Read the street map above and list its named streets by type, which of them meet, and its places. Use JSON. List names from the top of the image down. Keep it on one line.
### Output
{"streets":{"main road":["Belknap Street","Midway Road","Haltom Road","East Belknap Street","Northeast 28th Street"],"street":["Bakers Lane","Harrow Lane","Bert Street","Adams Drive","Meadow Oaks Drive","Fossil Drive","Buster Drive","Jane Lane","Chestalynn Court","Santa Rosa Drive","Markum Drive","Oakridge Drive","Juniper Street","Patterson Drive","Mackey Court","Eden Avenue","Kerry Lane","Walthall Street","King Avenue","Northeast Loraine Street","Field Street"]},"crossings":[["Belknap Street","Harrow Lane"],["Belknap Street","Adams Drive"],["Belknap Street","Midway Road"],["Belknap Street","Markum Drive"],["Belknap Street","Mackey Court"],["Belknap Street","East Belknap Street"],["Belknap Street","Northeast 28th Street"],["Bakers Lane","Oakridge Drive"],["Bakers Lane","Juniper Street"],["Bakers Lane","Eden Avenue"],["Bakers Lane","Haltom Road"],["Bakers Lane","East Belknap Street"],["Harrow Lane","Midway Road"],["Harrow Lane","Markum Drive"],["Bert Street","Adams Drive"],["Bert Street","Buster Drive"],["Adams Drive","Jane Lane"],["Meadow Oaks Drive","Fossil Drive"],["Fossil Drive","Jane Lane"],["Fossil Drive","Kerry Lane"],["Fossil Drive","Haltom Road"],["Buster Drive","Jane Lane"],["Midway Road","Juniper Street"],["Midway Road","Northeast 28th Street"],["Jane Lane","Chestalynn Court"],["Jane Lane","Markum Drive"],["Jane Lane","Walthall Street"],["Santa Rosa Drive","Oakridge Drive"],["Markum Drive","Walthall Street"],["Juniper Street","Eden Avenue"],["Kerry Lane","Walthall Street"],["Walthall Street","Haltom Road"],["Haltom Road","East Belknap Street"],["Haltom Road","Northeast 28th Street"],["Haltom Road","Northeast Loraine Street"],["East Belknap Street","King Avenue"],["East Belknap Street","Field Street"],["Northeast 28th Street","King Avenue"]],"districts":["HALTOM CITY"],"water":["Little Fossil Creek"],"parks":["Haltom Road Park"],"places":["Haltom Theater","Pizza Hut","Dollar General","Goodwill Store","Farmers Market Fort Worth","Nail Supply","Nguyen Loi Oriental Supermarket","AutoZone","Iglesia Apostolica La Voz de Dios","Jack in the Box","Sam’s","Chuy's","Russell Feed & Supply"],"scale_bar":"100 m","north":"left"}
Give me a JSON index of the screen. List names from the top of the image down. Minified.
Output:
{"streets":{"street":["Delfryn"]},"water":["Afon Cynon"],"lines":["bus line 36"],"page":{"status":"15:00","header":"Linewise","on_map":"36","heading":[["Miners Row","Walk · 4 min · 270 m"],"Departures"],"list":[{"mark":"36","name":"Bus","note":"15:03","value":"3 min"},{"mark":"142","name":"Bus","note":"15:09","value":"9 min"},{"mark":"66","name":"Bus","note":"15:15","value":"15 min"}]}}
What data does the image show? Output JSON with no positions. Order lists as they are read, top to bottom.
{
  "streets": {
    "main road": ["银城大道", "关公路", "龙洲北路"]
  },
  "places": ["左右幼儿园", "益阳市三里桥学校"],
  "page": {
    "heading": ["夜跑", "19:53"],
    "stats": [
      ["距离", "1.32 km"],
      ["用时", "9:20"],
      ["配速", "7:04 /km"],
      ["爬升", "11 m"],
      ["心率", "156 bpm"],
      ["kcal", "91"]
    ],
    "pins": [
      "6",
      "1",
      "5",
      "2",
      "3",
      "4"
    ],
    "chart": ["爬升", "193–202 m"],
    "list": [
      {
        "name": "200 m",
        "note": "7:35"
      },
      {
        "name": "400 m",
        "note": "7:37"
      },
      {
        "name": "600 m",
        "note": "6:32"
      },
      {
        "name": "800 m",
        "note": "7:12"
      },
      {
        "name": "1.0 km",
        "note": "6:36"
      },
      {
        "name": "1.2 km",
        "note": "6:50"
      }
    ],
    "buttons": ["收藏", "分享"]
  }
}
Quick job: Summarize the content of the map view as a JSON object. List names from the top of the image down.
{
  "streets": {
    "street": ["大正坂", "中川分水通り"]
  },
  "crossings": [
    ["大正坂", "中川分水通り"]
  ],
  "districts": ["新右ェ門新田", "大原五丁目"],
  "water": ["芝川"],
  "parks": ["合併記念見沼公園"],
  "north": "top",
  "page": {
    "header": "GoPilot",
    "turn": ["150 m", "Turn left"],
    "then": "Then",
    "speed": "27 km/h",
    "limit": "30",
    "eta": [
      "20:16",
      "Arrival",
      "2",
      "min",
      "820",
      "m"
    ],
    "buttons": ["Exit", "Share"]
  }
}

■ ■ ■ ■ ■ ■ ■

**Exercise brief**
Looking at the data above, how many lines hold the word "down"? Respond with the number alone.

**Final answer**
3